(Material for the task)
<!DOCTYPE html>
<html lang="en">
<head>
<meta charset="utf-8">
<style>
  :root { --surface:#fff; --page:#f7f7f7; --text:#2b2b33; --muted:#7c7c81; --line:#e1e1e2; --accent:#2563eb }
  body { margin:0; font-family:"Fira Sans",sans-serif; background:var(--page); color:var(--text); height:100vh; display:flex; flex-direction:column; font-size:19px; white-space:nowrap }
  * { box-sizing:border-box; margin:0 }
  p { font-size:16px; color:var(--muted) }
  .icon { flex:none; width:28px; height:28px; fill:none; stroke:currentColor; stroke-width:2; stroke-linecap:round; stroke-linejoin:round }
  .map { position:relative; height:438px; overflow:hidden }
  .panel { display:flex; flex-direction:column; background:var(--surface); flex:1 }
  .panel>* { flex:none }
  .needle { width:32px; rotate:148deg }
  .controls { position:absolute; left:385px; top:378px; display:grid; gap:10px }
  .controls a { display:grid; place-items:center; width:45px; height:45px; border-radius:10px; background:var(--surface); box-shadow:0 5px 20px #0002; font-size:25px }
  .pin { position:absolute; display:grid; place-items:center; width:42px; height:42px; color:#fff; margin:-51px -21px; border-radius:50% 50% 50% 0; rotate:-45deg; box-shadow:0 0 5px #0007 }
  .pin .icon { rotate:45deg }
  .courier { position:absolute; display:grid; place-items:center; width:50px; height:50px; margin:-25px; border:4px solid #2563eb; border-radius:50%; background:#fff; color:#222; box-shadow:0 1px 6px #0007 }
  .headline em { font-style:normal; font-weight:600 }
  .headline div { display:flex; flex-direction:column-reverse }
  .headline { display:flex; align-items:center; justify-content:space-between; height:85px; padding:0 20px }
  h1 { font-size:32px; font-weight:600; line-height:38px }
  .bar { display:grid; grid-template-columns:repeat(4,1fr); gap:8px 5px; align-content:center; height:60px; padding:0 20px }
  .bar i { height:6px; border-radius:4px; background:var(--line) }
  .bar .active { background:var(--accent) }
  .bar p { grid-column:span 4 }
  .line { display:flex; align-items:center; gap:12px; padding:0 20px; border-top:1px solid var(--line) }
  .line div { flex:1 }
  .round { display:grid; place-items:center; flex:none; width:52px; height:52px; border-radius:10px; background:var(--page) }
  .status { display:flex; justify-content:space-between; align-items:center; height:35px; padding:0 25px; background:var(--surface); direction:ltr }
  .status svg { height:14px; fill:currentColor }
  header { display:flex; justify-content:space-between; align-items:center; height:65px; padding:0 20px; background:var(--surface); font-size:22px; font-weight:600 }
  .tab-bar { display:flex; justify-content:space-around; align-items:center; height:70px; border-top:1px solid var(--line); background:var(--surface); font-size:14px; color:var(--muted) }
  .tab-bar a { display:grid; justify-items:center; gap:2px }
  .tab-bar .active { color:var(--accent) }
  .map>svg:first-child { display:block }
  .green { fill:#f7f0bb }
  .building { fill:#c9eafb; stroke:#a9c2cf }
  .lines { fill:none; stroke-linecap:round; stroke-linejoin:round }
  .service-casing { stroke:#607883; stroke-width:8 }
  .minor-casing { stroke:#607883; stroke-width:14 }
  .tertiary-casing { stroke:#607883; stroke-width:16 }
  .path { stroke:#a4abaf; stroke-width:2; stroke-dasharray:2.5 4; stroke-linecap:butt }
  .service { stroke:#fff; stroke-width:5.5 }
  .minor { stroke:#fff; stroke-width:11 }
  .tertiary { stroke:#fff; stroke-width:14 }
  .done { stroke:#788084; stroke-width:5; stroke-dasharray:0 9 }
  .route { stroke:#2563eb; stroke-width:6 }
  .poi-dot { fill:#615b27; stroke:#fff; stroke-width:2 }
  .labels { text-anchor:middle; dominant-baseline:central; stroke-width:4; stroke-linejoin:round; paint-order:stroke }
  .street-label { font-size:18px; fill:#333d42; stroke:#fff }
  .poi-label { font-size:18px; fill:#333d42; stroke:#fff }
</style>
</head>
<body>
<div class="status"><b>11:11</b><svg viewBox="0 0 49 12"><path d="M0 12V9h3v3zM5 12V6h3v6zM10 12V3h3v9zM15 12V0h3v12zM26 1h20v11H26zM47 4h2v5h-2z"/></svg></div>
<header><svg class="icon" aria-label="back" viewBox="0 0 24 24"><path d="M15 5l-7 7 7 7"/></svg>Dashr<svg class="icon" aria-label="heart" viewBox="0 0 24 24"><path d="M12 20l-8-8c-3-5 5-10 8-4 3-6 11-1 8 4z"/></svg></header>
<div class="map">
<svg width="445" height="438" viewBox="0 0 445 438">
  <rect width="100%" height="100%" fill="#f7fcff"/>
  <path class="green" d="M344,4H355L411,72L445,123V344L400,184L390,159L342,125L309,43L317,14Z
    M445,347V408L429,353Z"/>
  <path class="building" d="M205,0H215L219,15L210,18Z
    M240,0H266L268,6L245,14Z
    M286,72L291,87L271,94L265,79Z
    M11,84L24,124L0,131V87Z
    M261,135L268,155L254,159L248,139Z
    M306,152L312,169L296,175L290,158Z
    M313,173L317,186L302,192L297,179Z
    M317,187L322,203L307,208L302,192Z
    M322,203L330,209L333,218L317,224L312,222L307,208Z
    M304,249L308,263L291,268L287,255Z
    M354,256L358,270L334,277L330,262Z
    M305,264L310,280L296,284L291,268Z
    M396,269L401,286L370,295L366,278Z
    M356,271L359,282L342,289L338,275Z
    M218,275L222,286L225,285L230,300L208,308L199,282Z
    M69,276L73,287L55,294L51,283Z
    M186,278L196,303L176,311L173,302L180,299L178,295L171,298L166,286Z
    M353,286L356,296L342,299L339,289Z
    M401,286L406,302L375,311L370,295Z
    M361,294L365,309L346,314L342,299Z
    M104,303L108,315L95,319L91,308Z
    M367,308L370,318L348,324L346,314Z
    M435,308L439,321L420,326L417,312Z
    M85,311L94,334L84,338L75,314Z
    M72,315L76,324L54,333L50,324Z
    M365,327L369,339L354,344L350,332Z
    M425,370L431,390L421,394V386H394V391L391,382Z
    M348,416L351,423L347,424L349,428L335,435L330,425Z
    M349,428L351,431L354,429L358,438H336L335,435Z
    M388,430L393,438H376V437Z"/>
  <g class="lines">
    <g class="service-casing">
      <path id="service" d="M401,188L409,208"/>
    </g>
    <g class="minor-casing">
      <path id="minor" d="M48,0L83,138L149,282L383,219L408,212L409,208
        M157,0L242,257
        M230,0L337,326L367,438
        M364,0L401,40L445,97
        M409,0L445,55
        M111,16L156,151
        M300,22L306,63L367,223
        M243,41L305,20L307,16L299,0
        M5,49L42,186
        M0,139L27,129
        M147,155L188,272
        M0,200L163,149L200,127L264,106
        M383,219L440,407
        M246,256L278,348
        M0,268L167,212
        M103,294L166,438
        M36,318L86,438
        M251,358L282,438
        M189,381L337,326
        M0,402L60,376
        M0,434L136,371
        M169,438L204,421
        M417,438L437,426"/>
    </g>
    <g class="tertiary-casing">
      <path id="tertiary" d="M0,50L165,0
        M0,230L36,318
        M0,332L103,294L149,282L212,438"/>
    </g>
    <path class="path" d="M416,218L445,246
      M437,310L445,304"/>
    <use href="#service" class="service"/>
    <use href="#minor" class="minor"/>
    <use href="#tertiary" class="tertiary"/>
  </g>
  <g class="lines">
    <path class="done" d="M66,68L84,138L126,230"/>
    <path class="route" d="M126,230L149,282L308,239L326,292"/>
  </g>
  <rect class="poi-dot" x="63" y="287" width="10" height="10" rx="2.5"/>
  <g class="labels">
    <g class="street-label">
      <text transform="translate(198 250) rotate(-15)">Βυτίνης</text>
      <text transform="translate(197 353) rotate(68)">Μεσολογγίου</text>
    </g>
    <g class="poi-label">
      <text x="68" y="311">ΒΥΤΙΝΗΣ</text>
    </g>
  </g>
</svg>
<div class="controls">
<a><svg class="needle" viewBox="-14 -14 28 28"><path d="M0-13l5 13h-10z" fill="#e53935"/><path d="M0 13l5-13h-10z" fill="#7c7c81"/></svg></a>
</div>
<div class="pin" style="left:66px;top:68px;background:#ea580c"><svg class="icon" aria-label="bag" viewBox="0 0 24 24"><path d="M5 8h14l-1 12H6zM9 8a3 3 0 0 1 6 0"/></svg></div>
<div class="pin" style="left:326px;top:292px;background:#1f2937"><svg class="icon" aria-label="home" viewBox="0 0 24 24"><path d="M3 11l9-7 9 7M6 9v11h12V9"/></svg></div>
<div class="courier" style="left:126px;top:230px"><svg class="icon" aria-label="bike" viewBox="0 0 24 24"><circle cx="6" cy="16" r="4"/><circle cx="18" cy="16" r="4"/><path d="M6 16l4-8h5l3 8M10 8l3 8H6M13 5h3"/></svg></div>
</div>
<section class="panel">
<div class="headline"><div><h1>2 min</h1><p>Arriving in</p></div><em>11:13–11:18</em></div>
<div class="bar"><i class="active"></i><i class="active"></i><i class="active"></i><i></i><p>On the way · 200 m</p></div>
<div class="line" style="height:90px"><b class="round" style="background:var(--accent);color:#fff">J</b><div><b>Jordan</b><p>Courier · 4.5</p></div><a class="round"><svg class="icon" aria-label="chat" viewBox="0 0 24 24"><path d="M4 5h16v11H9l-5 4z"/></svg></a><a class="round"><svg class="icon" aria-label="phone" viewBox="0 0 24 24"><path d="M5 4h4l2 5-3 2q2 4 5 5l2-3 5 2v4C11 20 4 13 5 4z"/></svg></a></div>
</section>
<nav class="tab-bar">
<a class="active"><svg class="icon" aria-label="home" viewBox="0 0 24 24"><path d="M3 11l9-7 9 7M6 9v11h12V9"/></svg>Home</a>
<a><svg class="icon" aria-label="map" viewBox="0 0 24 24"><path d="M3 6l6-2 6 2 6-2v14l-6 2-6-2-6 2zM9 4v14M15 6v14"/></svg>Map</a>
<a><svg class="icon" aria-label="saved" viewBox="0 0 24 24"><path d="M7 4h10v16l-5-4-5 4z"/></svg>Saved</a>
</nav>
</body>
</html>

(Exercise description)
If a line in the entries above includes "labels", count it; report the total alone.

(Result of this task)
2